Automated trading is fundamentally different and low-touch systems require different architecture, workflow and screen layouts. Speed and high volume throughput are of the essence. Orders are not staged in the system, but flow directly into an algo box and then via a smart order router (SOR) to the appropriate venue. The trader’s role is to handle only the exceptions – orders that fail pre-trade risk or compliance checks, do not transact, or do not meet key performance criteria. This requires sophisticated real-time alerting, ideally with rich search interfaces to find individual orders among thousands or even millions in the system.
The mismatch of high- and low-touch workflow and the challenge of scalability meant that banks could not simply hitch their algos onto the back of their traditional OMSs. Tier I institutions solved the problem by building specialized systems for their low-touch business in-house. Quants created the algos, while IT teams developed the operational framework to link to clients and the markets, route orders and monitor performance. Some institutions adopted third-party components where available, such as Itiviti’s UL Bridge for client connectivity.
The unique nature of custom-built systems makes them costly to maintain and upgrade, and as regulation has bitten deeper into broker IT budgets, internally developed low-touch systems have fallen behind the curve due to lack of investment and innovation.
Tier II institutions have been dragged into low-touch business by buy-side demand driven by regulation and cost considerations.
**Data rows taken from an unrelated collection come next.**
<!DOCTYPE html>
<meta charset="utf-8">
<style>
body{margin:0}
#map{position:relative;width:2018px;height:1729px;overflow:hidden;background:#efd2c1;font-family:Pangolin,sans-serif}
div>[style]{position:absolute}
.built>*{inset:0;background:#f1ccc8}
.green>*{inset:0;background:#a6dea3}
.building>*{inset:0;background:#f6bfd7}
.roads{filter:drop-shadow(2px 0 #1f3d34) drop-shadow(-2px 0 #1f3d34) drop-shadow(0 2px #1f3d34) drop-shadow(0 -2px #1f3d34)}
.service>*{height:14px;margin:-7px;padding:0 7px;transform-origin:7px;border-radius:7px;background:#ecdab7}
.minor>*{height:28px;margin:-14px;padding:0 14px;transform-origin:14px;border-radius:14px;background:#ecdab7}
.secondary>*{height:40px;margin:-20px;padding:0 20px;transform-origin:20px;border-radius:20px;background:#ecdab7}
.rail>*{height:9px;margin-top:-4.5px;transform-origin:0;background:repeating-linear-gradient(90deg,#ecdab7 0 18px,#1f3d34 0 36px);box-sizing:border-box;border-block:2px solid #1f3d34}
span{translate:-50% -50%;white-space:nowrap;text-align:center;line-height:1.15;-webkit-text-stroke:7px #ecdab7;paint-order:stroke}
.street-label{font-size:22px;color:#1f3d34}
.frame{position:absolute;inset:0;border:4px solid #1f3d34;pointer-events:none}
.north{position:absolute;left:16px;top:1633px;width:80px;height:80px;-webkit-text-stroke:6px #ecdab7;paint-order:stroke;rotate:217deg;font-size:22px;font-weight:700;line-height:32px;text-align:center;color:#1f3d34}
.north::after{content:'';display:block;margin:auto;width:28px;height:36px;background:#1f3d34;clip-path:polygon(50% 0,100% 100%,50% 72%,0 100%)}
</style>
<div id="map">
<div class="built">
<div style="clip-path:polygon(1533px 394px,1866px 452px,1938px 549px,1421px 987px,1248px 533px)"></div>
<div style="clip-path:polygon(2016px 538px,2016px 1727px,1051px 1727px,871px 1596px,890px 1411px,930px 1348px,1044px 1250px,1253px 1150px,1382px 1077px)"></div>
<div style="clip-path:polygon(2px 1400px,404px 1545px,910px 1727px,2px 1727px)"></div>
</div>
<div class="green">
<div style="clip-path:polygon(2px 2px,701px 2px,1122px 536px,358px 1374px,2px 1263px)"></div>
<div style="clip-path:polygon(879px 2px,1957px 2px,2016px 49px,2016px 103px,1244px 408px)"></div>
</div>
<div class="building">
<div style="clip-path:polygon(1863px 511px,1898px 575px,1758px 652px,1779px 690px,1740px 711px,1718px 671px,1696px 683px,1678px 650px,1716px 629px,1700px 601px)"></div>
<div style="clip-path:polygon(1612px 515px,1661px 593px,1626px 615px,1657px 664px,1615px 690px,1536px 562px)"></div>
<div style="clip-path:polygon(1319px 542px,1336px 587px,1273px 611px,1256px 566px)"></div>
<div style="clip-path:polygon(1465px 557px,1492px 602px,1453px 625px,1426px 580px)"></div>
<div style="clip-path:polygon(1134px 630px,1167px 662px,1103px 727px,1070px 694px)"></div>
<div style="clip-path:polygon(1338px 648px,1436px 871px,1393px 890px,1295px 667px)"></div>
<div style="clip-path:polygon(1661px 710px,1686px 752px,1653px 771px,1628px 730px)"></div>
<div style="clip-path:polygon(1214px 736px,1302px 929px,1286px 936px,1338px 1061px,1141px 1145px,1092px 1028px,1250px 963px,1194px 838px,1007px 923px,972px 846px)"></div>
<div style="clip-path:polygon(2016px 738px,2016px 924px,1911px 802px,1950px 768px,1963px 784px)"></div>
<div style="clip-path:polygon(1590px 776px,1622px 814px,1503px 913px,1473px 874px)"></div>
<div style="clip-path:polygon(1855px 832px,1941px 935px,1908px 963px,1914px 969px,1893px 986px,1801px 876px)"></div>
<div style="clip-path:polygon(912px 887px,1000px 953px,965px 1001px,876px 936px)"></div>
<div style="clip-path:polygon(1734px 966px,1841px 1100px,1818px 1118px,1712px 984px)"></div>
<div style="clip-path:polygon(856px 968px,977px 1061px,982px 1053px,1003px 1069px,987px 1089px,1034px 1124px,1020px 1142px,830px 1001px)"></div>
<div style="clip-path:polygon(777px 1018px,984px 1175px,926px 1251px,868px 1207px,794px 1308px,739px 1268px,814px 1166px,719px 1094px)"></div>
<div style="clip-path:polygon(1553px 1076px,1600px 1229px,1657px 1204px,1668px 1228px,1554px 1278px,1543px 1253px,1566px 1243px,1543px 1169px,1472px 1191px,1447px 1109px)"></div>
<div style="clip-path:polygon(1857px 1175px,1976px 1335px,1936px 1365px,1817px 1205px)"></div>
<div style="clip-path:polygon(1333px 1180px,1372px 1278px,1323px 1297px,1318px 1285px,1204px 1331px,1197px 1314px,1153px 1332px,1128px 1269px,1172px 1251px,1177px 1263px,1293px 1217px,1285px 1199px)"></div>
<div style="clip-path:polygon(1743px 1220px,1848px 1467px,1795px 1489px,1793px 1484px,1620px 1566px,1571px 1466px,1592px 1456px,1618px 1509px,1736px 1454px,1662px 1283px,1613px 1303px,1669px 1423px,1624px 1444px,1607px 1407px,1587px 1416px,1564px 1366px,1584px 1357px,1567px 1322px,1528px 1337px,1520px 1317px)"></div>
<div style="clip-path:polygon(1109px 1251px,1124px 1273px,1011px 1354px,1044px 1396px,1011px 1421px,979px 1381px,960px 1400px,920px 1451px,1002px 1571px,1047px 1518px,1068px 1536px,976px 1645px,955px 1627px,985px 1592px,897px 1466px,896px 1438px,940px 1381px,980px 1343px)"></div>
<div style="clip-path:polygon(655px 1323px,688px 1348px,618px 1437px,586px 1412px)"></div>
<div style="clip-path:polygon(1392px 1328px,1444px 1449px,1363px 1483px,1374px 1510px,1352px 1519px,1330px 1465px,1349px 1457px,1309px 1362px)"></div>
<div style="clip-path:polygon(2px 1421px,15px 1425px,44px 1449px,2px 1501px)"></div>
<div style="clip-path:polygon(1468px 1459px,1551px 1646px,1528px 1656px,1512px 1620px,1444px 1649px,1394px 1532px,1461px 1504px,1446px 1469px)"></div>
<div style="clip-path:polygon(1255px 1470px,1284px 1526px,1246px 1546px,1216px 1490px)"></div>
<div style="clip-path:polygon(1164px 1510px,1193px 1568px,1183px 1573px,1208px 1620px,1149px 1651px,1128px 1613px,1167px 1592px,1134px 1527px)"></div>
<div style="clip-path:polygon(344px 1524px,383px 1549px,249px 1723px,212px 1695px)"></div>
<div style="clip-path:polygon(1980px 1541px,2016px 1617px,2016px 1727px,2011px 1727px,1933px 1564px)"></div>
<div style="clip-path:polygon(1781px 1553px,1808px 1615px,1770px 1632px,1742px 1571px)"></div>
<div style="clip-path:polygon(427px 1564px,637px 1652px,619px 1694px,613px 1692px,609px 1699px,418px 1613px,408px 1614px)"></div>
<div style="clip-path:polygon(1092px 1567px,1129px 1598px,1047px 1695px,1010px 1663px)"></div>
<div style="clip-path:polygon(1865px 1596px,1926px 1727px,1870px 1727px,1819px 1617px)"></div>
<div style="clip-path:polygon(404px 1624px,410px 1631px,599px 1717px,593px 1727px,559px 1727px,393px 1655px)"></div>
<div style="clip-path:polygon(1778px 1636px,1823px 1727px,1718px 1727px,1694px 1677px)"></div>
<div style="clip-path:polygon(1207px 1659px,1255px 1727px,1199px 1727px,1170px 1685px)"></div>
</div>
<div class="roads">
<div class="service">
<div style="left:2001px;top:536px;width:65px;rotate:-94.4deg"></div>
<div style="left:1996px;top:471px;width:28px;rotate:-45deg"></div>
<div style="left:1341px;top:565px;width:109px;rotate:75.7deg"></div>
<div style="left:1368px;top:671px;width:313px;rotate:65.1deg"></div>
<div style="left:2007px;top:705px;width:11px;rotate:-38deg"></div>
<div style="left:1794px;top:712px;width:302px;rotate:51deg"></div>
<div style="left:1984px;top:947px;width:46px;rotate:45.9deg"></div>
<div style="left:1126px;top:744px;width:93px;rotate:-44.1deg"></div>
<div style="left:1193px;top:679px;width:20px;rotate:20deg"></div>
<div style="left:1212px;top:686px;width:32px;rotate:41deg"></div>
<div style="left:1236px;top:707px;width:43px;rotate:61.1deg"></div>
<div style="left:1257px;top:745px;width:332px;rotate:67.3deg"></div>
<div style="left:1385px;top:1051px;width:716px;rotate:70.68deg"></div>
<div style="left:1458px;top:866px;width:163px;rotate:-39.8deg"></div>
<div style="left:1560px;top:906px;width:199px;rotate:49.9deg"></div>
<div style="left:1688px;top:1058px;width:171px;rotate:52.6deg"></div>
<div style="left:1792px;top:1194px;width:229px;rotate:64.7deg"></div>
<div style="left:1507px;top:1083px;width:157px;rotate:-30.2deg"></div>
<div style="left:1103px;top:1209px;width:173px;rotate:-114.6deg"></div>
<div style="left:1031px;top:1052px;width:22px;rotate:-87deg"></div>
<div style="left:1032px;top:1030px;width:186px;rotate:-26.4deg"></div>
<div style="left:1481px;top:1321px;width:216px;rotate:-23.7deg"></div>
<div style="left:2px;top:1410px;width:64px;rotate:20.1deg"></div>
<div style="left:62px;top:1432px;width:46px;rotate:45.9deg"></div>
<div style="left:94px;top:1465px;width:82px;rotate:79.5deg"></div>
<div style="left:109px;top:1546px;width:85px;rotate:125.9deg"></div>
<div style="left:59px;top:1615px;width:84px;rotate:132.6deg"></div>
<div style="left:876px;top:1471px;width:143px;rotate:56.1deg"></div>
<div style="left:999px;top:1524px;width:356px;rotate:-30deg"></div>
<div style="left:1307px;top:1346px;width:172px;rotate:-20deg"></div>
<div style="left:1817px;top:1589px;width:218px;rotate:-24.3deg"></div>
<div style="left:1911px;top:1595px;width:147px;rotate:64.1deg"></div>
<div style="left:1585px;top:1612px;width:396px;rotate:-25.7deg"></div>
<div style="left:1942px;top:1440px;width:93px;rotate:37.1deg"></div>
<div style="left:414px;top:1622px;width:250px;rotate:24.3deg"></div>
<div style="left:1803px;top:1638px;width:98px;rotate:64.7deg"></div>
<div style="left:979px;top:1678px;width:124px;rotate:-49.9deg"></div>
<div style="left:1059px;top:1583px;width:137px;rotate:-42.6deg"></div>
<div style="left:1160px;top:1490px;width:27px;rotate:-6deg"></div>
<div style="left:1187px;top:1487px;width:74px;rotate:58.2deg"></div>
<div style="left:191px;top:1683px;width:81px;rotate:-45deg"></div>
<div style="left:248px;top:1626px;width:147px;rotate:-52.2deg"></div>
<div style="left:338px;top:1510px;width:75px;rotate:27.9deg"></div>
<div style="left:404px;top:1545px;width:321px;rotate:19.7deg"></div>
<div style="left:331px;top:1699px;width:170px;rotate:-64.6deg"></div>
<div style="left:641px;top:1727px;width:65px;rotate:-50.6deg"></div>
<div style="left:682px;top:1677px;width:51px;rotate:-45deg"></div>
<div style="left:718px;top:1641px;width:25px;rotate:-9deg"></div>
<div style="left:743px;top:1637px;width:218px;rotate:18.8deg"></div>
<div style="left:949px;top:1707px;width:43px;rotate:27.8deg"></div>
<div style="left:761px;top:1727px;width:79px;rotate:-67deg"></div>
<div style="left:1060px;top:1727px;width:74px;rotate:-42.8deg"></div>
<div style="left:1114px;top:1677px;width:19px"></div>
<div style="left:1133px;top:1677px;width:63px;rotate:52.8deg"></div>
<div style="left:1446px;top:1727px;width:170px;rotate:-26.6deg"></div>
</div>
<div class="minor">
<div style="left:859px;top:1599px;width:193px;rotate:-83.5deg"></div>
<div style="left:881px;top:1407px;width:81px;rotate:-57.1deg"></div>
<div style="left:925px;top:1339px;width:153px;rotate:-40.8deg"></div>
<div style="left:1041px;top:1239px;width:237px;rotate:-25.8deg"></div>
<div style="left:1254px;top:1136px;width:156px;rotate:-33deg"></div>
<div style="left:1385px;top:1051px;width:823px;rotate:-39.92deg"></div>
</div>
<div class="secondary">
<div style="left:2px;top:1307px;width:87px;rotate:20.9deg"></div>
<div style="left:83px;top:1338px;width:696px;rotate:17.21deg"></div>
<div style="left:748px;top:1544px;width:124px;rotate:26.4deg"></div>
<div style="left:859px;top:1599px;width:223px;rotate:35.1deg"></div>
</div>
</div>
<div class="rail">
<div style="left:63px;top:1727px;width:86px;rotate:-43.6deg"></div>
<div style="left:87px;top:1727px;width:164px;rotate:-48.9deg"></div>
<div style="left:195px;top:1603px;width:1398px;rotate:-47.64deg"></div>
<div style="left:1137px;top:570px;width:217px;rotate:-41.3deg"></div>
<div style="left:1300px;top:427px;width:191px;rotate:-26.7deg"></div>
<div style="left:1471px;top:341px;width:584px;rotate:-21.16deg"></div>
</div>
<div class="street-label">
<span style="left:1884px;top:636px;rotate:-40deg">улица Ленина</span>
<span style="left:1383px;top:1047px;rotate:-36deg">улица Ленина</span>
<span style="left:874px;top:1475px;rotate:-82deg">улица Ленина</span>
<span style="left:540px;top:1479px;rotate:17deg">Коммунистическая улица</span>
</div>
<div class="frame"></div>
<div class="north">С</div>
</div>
Most often, they have staged their flow and routed orders to bigger brokers, using the brokers’ algos and market memberships. With constrained budgets, these institutions had little option but to coerce their high-touch OMSs into supporting these operations, with their inherent limitations inevitably leading to substandard service and performance issues that spill into the high-touch business.
Meanwhile, the underlying functionality of automated trading, including client connectivity, pre-trade risk, market gateways, order monitoring, alerts, and post-trade processing for error-free clearing and settlement, has gradually become commoditized. These functions are now essentially costs and in a commission-based business where commissions are shrinking, reducing costs becomes a priority. Brokers' competitive edge lies in their quants, algos and liquidity expertise, not in custom-built platforms. The argument for getting common low-touch functionality from third-party providers is now irresistible – especially as new fit-for-purpose hybrid high/low-touch systems emerge.